Chips now have billions of transistors, and the ability to push clock speed and performance will reached its limit, and after silicon engine stalls, small tricks and incremental tweaks like power gating and turbo will happen for a short time to improve chips. But chip designers should start early, and an effort like changing fundamental chip design could help before and after Moore’s Law ends.
One approach to consider might be separating the instruction set architecture, microarchitecture, circuits, functional blocks and other parts now integrated onto a chip, and tweaking them for specific applications, Colwell said.
“I think the end of Moore’s Law opens the door to designing special-purpose things again,” Colwell said, adding that in the 1970s, one could make specialized floating point arrays with vector processors.
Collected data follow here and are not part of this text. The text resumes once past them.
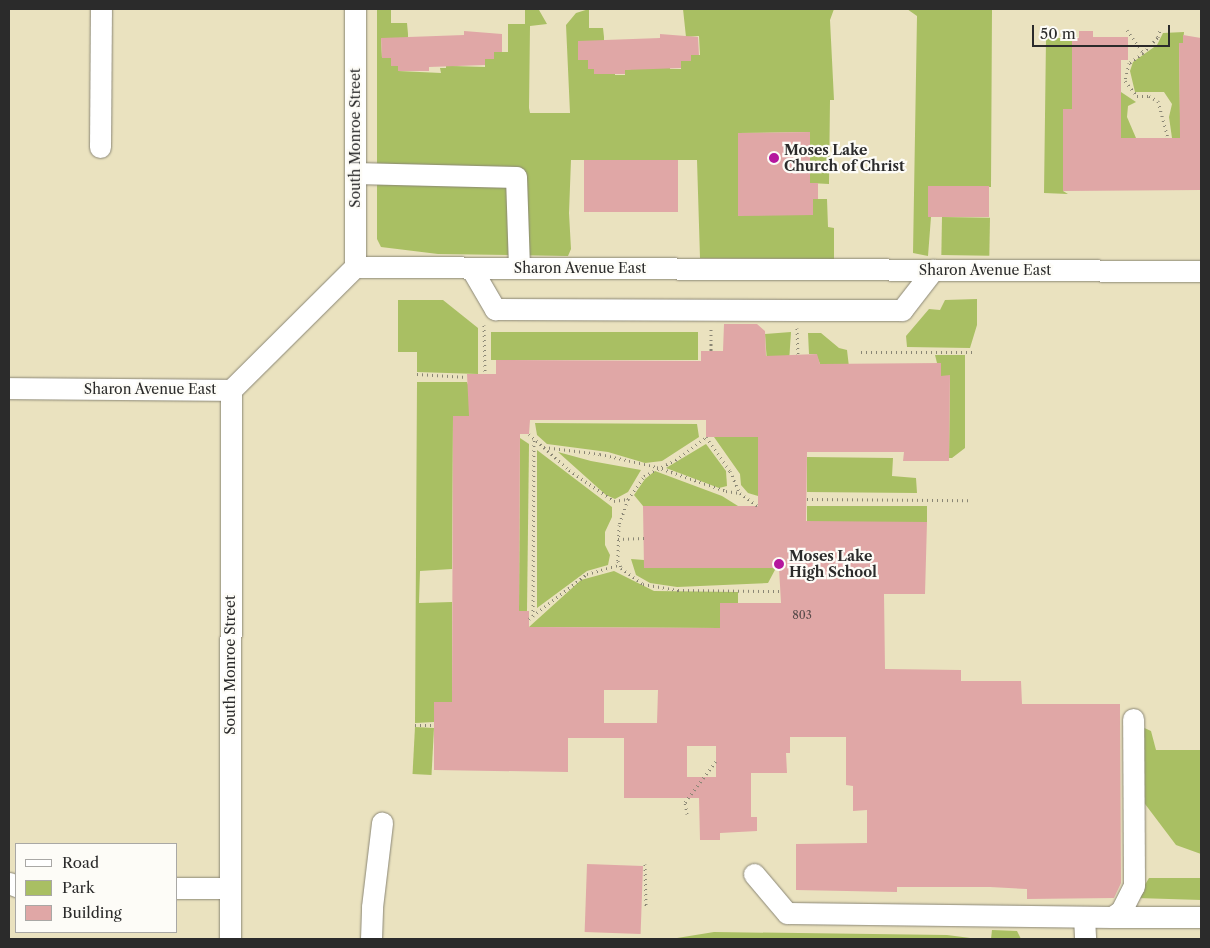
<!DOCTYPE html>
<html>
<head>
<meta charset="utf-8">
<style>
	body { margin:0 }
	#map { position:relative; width:1210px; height:948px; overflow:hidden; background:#eae2bf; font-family:"Libre Caslon Text",serif }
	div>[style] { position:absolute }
	.green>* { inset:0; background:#a9bf63; transform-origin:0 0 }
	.building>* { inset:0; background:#e0a7a6; transform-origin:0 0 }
	.path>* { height:3px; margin-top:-1.5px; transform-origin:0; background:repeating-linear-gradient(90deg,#8a8675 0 1px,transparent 0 5px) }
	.roads { filter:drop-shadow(0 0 1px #8a8675) drop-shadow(0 0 1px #8a8675) }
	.minor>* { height:21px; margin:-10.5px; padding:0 10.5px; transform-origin:10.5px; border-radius:10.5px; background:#fff }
	.dots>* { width:14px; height:14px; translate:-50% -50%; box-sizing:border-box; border:2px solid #fdfcf7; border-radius:50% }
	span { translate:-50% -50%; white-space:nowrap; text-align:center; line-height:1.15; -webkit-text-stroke:4.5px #fdfcf7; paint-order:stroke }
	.number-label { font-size:11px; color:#584a4a }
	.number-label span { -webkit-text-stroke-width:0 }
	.street-label { font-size:14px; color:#2b2b2b }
	.poi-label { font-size:14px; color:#2b2b2b; font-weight:700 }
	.left { translate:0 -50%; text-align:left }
	.frame { position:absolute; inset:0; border:10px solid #2b2b2b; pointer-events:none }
	.legend { position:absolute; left:15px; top:843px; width:162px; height:90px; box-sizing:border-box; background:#fdfcf7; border:1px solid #a9a8a5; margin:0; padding:6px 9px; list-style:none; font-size:15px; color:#2b2b2b }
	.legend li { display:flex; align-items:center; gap:10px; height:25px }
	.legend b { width:25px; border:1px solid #a9a8a5 }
	.scale { position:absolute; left:1032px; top:25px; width:138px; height:22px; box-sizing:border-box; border:2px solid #2b2b2b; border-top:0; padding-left:6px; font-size:15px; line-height:18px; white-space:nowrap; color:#2b2b2b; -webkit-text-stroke:4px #fdfcf7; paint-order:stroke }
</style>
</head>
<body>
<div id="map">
	<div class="green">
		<div style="clip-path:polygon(377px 9px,391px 9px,391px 23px,407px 23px,408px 34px,408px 38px,381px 38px,382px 58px,391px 58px,391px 66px,398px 66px,398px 71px,441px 73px,440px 68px,446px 68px,446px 61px,452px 66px,485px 67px,485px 59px,494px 59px,494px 52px,508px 52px,508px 24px,525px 24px,525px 9px,539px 10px,547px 24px,530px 26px,529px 108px,530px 113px,570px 113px,566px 25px,576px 13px,589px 9px,589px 28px,603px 28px,604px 37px,604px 41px,578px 41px,578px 60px,588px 60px,588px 69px,615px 67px,615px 75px,625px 75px,625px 70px,670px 63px,670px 69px,681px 69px,681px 61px,690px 61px,691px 55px,700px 55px,699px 36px,686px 37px,683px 9px,834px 9px,830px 20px,834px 100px,830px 100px,829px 184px,810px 183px,810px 132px,738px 133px,738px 215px,813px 215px,813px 199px,827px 199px,828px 227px,834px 228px,834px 259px,700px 258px,697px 160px,571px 160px,569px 213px,571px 249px,568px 256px,438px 254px,381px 247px,377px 239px)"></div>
		<div style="clip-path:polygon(907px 9px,992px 9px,991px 187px,928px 186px,928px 217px,931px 217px,928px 256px,913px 253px,917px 16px)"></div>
		<div style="clip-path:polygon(1184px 32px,1183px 43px,1179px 43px,1180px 115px,1185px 138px,1172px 138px,1169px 117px,1172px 104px,1164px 92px,1135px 92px,1130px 71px,1133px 62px,1157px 45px,1163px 33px)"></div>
		<div style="clip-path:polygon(1046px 38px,1072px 38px,1072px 109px,1063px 109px,1063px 191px,1068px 194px,1044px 193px)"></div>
		<div style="clip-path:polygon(1121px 92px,1136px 102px,1128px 106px,1127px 117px,1136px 138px,1121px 138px)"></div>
		<div style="left:942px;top:217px;width:48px;height:38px;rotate:1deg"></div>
		<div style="clip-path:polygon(977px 299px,977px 325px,970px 348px,907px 347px,906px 336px,929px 309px,940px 310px,945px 300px)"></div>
		<div style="clip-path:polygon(398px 300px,443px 300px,478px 328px,478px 374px,417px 372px,417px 352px,398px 352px)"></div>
		<div style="left:491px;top:332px;width:207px;height:28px"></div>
		<div style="clip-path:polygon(791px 332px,789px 362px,767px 362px,765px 334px)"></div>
		<div style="clip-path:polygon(808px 333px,821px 333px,839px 348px,847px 350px,849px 367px,833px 424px,833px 364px,820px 364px,816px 354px,809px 354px)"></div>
		<div style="clip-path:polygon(935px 355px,965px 355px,965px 448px,952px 458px,949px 458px,950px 376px,941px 376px,941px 363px,937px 363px)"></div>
		<div style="clip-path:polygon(417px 382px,467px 382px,480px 416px,453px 416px,452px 569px,420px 571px,419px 603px,452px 602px,452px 702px,434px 702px,434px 722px,415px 723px)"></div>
		<div style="clip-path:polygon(535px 423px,697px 424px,699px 437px,662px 461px,645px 463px,608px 452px,547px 444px,537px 435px)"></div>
		<div style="clip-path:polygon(714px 437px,758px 437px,758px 496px,748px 493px,741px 485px,740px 474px)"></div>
		<div style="clip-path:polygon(520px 438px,529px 444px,527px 611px,519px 611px)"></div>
		<div style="clip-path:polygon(706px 444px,726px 471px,727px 486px,719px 488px,666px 468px)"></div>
		<div style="clip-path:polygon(537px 450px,612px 507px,612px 517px,605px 532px,605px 545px,610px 555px,608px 565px,587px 571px,537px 608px)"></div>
		<div style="clip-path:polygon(558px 452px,591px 461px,641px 470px,628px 492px,615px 499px,606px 495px)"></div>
		<div style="clip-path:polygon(807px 457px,893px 458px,892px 476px,916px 478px,917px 493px,807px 492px)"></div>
		<div style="clip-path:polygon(655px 471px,722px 496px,738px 506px,643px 506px,634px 495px,645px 479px)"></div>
		<div style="left:927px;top:506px;width:16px;height:120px;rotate:90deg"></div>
		<div style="clip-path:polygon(631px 559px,644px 560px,644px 568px,776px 568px,768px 583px,677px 587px,650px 583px,636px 575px)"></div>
		<div style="clip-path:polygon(614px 571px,654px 591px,738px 592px,738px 603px,721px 603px,720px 628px,529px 627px,581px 580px)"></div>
		<div style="clip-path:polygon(1140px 726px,1151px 731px,1156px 750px,1201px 750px,1201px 854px,1176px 845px,1142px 800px)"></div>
		<div style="left:415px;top:727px;width:19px;height:47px;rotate:3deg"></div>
		<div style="clip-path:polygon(1149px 878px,1201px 878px,1201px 900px,1137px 898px)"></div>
		<div style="clip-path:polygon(992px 930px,1017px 931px,1021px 939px,991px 939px)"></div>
		<div style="clip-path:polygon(714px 932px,947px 935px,978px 939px,671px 939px)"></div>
	</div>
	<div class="building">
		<div style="clip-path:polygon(464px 31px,502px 34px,502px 52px,494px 52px,494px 59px,485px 59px,485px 65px,429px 67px,429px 71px,398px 71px,398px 66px,391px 66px,391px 58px,382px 58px,381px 38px,464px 35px)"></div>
		<div style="clip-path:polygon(1079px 31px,1093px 31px,1093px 37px,1128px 37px,1128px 60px,1121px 60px,1121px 138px,1180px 138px,1179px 43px,1183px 43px,1183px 35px,1201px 38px,1201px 190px,1063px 191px,1063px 109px,1072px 109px,1072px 38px,1079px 38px)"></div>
		<div style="clip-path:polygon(660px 34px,698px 37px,699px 55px,691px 55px,691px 61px,681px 61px,681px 68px,625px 70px,625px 74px,594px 74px,594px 69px,588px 69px,588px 60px,578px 60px,578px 41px,660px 38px)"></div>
		<div style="clip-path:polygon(810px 132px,810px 183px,818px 183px,818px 199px,813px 199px,813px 215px,738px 216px,738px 133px)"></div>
		<div style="left:584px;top:160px;width:94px;height:52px"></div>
		<div style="left:928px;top:186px;width:61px;height:31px"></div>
		<div style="clip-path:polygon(evenodd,724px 324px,757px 324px,765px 331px,766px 356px,817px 354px,820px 364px,941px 363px,941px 376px,950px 375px,949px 461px,903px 461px,904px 452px,807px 452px,806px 521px,927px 522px,925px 594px,884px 594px,885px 669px,961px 670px,961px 681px,1021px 681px,1022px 704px,1120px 704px,1121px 883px,1114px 898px,1027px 899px,1027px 889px,990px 887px,897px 887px,897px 892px,796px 890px,796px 844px,867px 843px,867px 810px,853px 811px,853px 786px,846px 785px,846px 737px,790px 737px,790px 753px,786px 753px,787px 773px,751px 773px,751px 817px,757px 817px,757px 831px,720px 833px,720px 840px,700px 840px,699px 798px,624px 798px,624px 738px,568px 738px,568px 772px,434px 770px,434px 702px,452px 702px,453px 416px,469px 416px,467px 374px,496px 374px,496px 360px,701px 361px,701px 351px,723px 351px,724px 324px,530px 420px,706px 420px,706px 437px,758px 437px,758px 506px,643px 506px,644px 568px,779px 568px,781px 603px,720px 603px,720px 628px,529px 627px,529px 611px,519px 611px,520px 434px,529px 434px,530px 420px,724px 324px,604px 690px,658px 690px,657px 723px,604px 723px,604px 690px,724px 324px,687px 746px,716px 746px,716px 777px,687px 777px,687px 746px)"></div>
		<div style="left:587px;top:864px;width:56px;height:68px;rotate:2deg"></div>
	</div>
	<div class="path">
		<div style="left:1127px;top:30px;width:28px;rotate:55deg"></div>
		<div style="left:1143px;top:53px;width:17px;rotate:144deg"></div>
		<div style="left:1129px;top:63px;width:18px;rotate:103deg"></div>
		<div style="left:1125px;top:81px;width:19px;rotate:51deg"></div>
		<div style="left:1137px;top:96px;width:12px"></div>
		<div style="left:1149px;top:96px;width:10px;rotate:29deg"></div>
		<div style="left:1158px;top:101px;width:38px;rotate:75deg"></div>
		<div style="left:1143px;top:53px;width:22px;rotate:-47deg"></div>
		<div style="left:1158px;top:37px;width:7px;rotate:-74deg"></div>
		<div style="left:484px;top:325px;width:49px;rotate:88.8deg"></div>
		<div style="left:797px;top:328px;width:26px;rotate:88deg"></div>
		<div style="left:711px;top:329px;width:22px;rotate:90deg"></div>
		<div style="left:861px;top:352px;width:111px"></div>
		<div style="left:417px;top:374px;width:50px;rotate:3.4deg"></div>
		<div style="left:529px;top:434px;width:54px;rotate:42deg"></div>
		<div style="left:569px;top:470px;width:55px;rotate:34.6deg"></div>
		<div style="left:614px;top:501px;width:14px;rotate:-8deg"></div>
		<div style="left:628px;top:499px;width:28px;rotate:-55deg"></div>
		<div style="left:644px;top:476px;width:36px;rotate:-27deg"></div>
		<div style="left:676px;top:460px;width:38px;rotate:-37deg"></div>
		<div style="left:706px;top:437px;width:42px;rotate:54.8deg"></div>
		<div style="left:730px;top:471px;width:24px;rotate:66deg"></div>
		<div style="left:544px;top:447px;width:56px;rotate:7.1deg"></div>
		<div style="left:600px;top:454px;width:58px;rotate:12.8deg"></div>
		<div style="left:657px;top:467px;width:73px;rotate:19.2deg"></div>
		<div style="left:726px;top:491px;width:14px;rotate:8deg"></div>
		<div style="left:740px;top:493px;width:22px;rotate:36deg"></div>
		<div style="left:628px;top:499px;width:28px;rotate:109deg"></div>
		<div style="left:619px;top:525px;width:36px;rotate:92deg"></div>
		<div style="left:618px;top:561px;width:8px;rotate:67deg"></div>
		<div style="left:621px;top:568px;width:27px;rotate:36deg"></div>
		<div style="left:643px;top:584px;width:36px;rotate:10deg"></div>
		<div style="left:678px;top:590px;width:102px;rotate:0.6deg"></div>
		<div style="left:807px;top:499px;width:162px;rotate:0.4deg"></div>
		<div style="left:618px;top:539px;width:26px;rotate:-2deg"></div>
		<div style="left:533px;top:616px;width:176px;rotate:-89.7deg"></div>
		<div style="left:529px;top:619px;width:73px;rotate:-37.8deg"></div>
		<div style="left:587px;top:574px;width:33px;rotate:-16deg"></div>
		<div style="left:415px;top:725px;width:19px"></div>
		<div style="left:687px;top:814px;width:12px;rotate:-99deg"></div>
		<div style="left:685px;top:802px;width:51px;rotate:-52.9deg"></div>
		<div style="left:645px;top:864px;width:42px;rotate:88.6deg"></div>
	</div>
	<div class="roads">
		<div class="minor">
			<div style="left:100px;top:147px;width:138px;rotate:-89.6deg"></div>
			<div style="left:355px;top:173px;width:161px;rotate:1.4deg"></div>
			<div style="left:516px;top:177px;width:91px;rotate:88.1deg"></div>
			<div style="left:355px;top:267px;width:258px;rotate:-90deg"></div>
			<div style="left:471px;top:268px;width:48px;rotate:59.7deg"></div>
			<div style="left:495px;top:309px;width:302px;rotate:0.2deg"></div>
			<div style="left:797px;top:310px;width:105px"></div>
			<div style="left:902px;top:310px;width:51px;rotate:-52.2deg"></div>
			<div style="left:9px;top:388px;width:222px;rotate:0.5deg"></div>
			<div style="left:231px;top:390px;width:175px;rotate:-44.8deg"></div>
			<div style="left:355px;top:267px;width:846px;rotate:0.27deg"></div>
			<div style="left:754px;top:874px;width:51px;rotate:49.8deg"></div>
			<div style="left:787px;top:913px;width:325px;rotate:0.7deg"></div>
			<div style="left:1112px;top:917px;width:11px;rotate:-34deg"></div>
			<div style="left:1121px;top:911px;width:28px;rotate:-63deg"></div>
			<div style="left:1134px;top:886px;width:167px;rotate:-90.3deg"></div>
			<div style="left:9px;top:883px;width:8px;rotate:23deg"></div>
			<div style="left:176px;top:888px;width:53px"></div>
			<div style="left:1084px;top:917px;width:22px;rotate:87deg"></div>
			<div style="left:1112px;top:917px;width:89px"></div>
			<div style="left:230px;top:939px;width:549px;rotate:-89.9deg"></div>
			<div style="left:371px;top:939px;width:32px;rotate:-88deg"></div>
			<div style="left:372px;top:907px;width:85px;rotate:-83.2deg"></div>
		</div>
	</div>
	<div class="dots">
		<div style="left:774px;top:158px;background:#b5179e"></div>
		<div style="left:779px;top:564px;background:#b5179e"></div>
	</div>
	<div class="number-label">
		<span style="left:802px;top:615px">803</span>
	</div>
	<div class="street-label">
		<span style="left:355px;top:138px;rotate:-90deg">South Monroe Street</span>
		<span style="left:580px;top:268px">Sharon Avenue East</span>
		<span style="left:985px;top:270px">Sharon Avenue East</span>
		<span style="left:150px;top:389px">Sharon Avenue East</span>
		<span style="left:230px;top:665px;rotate:-90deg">South Monroe Street</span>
	</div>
	<div class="poi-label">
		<span class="left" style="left:784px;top:158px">Moses Lake<br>Church of Christ</span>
		<span class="left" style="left:789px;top:564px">Moses Lake<br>High School</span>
	</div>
	<div class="frame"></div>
	<ul class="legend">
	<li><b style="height:6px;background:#fff"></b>Road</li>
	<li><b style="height:14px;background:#a9bf63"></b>Park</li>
	<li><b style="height:14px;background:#e0a7a6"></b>Building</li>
	</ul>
	<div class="scale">50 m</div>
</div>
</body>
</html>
DARPA is doing research in the areas of quantum computing, nanotechnology and distributed computing, he said.
Replacements for silicon
Researchers at universities and chip companies are also looking at new materials to replace silicon, and also advanced manufacturing technologies. Colwell said that the new technologies are far from practical implementation, and chip makers will have to rely on technologies like CMOS, which has no practical replacement in sight.
“CMOS is really good stuff,” Colwell said. “There are [only] two or three [new technologies] that are promising at all. It’s just hard to beat CMOS.”
Some ways to buy performance in the meanwhile could be through the use of new materials, photonics, optics and 3-D stacking, in which transistors are placed on top of each other.
Outside of the computer industry, the auto industry will feel the biggest impact of the end of Moore’s Law, Colwell said. The last 30 years of innovation in cars such as navigation systems, antilock breaks, guidance systems and others have all been driven by semiconductors.
“I think that’s really cool but all of it is based on computers. If we stall out, what are they going to do differently from generation to generation?” Colwell said. “I think they have been living off the electronics for the last 20 to 30 years, and if we don’t continually feed them huge increases, it’s not clear what they will do next.”
Colwell also threw a dart at his former employer, Intel, where he was the chief architect for all Pentium chips.
“Intel is terrible at anticipating. They don’t look down the road and say ‘five years from now the rules will be different, I need to react today, I’m going to put some bets on the table’. There’s some of that, but not a lot. But what they are really good at is reacting,” said Colwell.